Touschek was born and attended school in Vienna. In 1937, he was not allowed to finish high school since his mother was Jewish. He passed the final year exam in a different school as an external pupil. Shortly after he started studying physics and mathematics at the University in Vienna, he again had to quit for racial reasons. Thanks to a couple of friends, he could keep on studying in Hamburg, where nobody knew of his origins. In order to make a living, he took up several jobs at the same time.

During this period, he worked at the Studiengesellschaft für Elektronengeräte, a company affiliated to Phillips, where "drift tubes" - the forerunners of the klystron - were being developed at that time. In 1943, he asked Rolf Wideroë to cooperate with him in building a betatron. When Touschek was arrested by the Gestapo in 1945, Wideroë visited him in prison, and during these meetings they continued to talk about the betatron. In particular, they conceived the idea of radiation damping for electrons circulating in a betatron.

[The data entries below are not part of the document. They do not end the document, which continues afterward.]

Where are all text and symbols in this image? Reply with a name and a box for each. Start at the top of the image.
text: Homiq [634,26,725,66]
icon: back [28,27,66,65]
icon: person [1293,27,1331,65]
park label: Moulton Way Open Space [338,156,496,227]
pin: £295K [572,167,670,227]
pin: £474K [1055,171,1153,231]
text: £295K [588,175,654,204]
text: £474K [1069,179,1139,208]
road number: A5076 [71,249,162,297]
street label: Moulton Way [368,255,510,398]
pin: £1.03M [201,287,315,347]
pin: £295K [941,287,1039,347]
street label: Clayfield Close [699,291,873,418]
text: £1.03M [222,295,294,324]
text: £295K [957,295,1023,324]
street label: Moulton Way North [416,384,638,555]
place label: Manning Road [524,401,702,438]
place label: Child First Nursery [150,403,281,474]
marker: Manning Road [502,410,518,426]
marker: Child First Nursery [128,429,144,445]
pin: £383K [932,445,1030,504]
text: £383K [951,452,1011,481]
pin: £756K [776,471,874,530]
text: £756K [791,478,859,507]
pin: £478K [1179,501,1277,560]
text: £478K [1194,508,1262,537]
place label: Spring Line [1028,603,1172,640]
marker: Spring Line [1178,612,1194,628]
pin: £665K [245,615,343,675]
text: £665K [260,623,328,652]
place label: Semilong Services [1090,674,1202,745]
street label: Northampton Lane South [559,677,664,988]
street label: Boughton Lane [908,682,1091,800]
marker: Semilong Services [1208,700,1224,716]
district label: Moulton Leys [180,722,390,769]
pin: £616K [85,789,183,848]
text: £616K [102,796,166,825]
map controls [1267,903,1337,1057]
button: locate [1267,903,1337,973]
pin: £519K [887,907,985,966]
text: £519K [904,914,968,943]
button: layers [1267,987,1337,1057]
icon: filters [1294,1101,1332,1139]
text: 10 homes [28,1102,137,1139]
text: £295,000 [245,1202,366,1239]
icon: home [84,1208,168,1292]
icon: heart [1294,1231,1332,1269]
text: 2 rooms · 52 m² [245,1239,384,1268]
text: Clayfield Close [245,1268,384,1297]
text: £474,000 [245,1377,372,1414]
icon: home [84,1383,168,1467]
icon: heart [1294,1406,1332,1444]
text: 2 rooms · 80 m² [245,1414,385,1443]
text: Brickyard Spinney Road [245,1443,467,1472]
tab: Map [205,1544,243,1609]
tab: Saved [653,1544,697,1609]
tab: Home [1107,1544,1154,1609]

Touschek escaped the concentraion camp he was held in largely by chance. After the war, he graduated fro mthe University of Göttingen in 1946 and began to work at the Max Planck Institute. In 1947, he left for Glasgow on a fellowship. He was subsequently appointed an Official lecturer in Natural Philosophy at the University of Glasgow, a position he kept until he left for Rome in 1952. He decided to stay in Rome permanently, receiving the position of researcher at the Istituto Nazionale di Fisica Nucleare.

Touscheck died in Innsbruck in 1978.